Walter Frank "Chub" Gerard and I met in 1931, in the depth of the Depression. He drove an old Pontiac truck and created a money-job by loading and hauling large cans of fresh milk from 10 different farms. He delivered it to Hillcrest, Central and White Eagle dairies in Columbia. Then he went to his classes in electrical engineering at the University of Missouri-Columbia.

Late in the afternoon, he loaded the clean, empty cans and returned them to the 10 farms. His old canvas-sided Pontiac truck required a new drive shaft every four or five weeks, and he installed those at night or on weekends.

I was in University High School on South Sixth and Conley Avenue. Two teachers thought I should try journalism school, so I enrolled there.

Chub parked his truck in the lot that was between U High and MU, near the engineering building. It was fun for us to eat our sack lunches together at noon in the truck.

We participated in youth activities at Little Bonne Femme Church with some Deer Park kids we knew. On Sunday evenings we occasionally went to the Presbyterian Student Association on the university campus. Chub and the leader, Joe, were good friends.

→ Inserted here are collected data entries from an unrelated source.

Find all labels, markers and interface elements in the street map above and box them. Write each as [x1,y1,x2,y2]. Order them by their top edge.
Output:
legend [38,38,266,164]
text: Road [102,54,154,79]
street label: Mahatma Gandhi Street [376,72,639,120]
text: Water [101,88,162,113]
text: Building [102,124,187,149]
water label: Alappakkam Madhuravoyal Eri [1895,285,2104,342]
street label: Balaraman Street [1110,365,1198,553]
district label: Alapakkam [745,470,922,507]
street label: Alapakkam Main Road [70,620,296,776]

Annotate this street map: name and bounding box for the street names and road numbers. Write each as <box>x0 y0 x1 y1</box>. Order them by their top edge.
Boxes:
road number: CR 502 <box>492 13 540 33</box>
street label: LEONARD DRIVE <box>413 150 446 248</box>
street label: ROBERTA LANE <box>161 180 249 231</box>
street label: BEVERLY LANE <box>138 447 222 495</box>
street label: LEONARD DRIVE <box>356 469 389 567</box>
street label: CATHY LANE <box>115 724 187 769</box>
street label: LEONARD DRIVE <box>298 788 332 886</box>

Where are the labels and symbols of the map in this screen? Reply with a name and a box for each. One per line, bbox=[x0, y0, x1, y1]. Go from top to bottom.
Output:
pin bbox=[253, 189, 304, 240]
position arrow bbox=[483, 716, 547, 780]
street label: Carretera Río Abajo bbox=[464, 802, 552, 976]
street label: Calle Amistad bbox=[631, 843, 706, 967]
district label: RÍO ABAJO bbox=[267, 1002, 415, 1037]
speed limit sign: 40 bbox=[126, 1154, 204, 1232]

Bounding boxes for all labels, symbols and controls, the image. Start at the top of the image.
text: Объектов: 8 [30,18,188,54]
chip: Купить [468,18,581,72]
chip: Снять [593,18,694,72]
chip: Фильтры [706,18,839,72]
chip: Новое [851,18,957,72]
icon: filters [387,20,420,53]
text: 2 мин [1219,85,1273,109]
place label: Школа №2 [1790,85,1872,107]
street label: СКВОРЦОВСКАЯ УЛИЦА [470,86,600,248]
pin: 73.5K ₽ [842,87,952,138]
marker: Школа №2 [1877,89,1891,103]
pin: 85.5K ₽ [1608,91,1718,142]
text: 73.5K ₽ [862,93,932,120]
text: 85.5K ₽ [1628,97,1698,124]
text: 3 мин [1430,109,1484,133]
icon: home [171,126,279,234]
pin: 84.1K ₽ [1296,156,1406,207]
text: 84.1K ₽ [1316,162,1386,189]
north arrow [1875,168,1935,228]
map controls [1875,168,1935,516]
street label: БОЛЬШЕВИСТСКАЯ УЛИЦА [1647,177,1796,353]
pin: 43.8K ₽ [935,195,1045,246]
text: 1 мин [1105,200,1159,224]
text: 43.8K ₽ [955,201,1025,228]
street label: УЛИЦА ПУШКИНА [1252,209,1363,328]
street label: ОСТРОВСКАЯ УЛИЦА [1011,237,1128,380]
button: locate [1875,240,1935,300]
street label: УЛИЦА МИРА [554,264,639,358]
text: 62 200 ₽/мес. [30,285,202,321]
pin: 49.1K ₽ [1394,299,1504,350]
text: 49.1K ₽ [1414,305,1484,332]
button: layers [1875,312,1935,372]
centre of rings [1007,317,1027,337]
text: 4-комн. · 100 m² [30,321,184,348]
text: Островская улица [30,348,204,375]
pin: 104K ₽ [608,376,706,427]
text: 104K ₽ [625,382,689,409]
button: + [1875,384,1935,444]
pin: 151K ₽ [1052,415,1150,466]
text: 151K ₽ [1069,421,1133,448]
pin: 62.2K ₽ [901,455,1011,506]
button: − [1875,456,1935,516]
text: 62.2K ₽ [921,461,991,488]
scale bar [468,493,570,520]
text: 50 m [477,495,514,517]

Chub had a fine bass voice and sang in Olivet Church’s choir and in the barbershop chorus in Columbia.

My spending money came from two part-time jobs. I earned a dollar a night by carrying beer and set-ups at the Coronado Restaurant in Columbia. Depression tips didn’t amount to very many nickels and dimes.

My second job was unpredictable: Two or three times a week I played my fiddle while a school friend, Chummy Turner, played guitar for square dances. Chub enjoyed the dances. At midnight someone passed a sweaty hat to the men on the dance floor, and most of them dropped in loose change - nickels, quarters and dimes.

Chummy and I seldom made as much as $2 each at dances during those Depression years.

One night when we were playing at a small house that had been vacant for several years, someone idly pulled a long strip of old wallpaper off the wall right by where Chummy and I were seated. We were in the middle of a dance, but someone yelled, "Bed bugs! Let’s get out of here!" I quickly got the violin and bow in the case, slung my wraps over one arm, and away we went. No hat was passed and no refreshments served.

Chub and I were great pals during those seven years of platonic friendship. We saved a little money in a joint postal savings account.

We both realized that later we’d be husband and wife, but not yet. We bought a used car, a Pekingese dog, a good set of woodworking tools and a better car together before our four-day wedding trip in December 1937.

Plato, the early Greek philosopher, defined a similar relationship more than 2,000 years ago: "Love, between a man and a woman, that is purely spiritual or intellectual and is without sexual activity."

We were married 62 years before Chub’s death in l998. Our daughter was born when I was 35 years old and our son when I was 37.

A week ago I was surprised to read this in a national publication: "Fellows and girls of late high school and early college ages are rediscovering dating! They enjoy talking with various people, going places in groups, planning parties and trips, discussing politics..."

I applaud those young people who discover dating!